[Exercise brief]: If a line in the data holds the string "stream", list it.

[Records]:

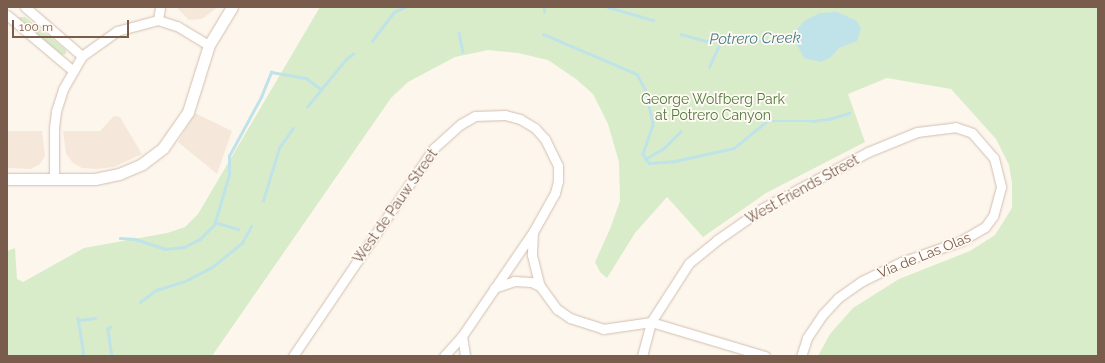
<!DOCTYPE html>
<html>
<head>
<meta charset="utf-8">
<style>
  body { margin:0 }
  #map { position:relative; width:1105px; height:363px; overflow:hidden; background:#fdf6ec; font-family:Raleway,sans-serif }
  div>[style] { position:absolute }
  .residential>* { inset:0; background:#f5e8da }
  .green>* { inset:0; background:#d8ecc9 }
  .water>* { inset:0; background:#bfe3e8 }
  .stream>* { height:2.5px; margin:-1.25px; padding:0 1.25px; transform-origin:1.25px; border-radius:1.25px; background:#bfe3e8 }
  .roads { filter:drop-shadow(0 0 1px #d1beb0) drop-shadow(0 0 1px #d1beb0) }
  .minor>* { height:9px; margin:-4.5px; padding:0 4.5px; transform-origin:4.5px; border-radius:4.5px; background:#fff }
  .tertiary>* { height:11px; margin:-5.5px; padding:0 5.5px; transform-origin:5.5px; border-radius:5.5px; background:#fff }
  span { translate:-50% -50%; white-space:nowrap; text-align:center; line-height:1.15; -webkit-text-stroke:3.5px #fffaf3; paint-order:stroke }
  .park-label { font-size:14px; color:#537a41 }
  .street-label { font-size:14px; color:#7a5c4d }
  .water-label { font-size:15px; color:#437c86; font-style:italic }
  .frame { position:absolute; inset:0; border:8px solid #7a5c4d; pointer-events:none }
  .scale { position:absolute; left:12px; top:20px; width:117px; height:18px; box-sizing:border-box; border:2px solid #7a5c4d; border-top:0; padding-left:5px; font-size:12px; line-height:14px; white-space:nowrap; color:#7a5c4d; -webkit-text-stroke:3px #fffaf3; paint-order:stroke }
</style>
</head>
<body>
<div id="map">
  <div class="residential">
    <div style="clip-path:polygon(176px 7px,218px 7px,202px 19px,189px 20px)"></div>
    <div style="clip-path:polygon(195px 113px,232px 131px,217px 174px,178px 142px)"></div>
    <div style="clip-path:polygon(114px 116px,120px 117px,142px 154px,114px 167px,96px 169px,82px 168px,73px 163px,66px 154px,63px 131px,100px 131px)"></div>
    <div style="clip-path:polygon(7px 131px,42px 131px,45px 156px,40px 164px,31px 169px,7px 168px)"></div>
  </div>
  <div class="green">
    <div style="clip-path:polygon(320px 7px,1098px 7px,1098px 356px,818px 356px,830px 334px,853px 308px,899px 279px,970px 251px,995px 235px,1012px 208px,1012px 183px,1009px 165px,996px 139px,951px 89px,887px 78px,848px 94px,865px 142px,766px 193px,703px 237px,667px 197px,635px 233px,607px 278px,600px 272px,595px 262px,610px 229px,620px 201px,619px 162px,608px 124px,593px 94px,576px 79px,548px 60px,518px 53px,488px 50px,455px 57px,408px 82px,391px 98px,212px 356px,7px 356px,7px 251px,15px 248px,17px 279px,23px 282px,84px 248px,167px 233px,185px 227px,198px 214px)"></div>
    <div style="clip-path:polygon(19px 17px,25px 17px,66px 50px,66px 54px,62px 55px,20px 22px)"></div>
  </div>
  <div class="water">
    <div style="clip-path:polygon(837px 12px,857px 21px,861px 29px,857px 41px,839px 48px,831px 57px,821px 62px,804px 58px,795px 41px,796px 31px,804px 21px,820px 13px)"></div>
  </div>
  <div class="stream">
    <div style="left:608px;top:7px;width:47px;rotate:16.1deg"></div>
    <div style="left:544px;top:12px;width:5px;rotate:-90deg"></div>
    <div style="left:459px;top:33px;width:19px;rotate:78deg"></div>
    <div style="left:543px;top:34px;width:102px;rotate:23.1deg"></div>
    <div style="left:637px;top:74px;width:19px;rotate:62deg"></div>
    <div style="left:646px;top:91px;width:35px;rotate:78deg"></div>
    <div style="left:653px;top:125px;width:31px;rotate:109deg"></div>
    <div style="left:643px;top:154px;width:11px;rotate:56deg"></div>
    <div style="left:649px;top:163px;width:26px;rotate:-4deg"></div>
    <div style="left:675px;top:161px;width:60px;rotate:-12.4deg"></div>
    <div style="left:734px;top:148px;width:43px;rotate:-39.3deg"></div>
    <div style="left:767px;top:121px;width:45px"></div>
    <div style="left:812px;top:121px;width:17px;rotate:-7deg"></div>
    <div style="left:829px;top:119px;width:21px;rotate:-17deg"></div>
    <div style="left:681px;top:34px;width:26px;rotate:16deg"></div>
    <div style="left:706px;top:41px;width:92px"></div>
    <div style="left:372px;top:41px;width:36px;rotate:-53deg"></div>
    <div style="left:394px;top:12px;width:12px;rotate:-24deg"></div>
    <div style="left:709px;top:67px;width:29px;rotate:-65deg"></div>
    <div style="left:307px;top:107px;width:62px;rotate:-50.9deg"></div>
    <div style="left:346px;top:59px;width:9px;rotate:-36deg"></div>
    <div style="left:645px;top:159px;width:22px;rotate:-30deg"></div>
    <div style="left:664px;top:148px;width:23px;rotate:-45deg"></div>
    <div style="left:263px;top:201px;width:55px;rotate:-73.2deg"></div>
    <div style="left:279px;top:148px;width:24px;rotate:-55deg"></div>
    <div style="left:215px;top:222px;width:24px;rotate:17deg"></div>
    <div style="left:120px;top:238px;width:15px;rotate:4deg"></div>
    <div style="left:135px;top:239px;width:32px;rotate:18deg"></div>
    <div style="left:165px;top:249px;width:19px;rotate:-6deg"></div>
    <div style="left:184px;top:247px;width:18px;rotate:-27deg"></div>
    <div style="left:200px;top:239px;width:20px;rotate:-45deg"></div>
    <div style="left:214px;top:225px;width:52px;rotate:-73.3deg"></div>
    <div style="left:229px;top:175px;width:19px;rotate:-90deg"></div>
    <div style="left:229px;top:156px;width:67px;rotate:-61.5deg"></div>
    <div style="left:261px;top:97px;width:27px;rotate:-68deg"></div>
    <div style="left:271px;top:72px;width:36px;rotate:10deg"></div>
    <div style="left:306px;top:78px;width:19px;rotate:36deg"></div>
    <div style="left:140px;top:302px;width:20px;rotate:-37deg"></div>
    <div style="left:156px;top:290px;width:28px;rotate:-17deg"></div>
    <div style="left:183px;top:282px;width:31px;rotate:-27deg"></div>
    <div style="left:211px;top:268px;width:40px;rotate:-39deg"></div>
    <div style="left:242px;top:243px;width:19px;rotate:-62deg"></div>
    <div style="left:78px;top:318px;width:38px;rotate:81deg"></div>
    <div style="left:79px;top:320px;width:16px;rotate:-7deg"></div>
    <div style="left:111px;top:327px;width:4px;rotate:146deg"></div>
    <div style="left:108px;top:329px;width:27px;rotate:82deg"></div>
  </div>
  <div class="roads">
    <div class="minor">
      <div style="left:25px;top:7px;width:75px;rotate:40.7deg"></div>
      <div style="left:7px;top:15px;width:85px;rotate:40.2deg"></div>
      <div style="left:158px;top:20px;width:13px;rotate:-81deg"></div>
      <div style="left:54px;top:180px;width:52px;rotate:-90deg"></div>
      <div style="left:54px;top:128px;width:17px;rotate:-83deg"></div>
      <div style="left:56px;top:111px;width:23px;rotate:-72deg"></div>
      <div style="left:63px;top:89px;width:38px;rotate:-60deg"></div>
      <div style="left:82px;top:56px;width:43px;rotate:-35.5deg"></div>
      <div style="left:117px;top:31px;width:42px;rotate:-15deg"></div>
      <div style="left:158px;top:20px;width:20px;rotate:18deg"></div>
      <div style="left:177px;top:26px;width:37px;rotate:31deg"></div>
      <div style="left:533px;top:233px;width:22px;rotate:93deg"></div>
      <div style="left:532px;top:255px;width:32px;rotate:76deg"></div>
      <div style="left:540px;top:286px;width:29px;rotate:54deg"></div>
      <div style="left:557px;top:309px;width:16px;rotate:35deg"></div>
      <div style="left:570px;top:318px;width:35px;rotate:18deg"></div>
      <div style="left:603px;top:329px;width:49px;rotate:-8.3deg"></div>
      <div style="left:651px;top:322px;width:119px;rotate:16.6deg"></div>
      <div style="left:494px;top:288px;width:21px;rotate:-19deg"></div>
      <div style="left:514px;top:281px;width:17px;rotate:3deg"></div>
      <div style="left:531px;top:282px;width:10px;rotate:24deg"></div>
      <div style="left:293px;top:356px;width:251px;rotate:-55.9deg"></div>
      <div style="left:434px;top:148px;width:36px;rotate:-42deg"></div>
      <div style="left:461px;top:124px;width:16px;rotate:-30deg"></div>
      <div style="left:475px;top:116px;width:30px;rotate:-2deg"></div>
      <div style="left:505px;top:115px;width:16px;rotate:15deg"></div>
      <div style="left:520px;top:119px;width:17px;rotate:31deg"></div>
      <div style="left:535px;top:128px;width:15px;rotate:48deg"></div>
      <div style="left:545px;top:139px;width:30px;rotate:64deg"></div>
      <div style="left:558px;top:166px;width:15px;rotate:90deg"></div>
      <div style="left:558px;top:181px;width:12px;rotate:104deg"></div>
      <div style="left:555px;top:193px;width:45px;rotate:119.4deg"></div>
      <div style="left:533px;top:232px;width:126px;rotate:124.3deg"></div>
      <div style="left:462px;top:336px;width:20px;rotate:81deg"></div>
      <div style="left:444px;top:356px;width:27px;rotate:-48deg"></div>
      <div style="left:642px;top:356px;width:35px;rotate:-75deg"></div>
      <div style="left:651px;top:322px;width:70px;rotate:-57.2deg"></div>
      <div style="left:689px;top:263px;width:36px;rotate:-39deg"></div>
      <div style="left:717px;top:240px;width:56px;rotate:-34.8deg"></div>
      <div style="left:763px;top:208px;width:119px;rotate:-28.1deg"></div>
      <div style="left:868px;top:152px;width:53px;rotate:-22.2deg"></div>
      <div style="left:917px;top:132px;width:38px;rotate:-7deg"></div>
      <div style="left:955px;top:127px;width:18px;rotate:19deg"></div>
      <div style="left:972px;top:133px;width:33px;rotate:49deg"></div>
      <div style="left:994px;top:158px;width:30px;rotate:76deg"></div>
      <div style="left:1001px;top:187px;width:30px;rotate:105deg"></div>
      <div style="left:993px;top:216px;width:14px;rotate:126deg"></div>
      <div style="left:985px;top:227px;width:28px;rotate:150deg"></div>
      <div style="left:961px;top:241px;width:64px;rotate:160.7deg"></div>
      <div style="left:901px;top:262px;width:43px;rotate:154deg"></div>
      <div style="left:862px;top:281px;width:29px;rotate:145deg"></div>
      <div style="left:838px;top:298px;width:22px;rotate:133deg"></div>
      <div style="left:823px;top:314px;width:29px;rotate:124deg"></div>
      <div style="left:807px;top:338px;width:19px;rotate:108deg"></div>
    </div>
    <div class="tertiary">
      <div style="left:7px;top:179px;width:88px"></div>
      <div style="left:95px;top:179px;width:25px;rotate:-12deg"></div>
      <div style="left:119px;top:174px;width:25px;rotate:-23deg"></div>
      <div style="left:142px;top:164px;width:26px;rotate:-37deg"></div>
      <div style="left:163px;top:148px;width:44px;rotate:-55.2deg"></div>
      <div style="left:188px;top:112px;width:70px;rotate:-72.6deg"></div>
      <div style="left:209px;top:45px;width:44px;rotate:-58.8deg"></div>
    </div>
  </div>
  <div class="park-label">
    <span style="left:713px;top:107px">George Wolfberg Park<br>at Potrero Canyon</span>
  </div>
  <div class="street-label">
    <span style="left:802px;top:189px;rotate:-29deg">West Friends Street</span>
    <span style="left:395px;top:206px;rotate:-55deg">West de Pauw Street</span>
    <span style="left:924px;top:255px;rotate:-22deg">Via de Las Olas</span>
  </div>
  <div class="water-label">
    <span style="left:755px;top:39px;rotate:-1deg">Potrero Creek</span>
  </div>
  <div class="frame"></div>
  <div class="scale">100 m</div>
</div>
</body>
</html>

[Answer box]:
  .stream>* { height:2.5px; margin:-1.25px; padding:0 1.25px; transform-origin:1.25px; border-radius:1.25px; background:#bfe3e8 }
  <div class="stream">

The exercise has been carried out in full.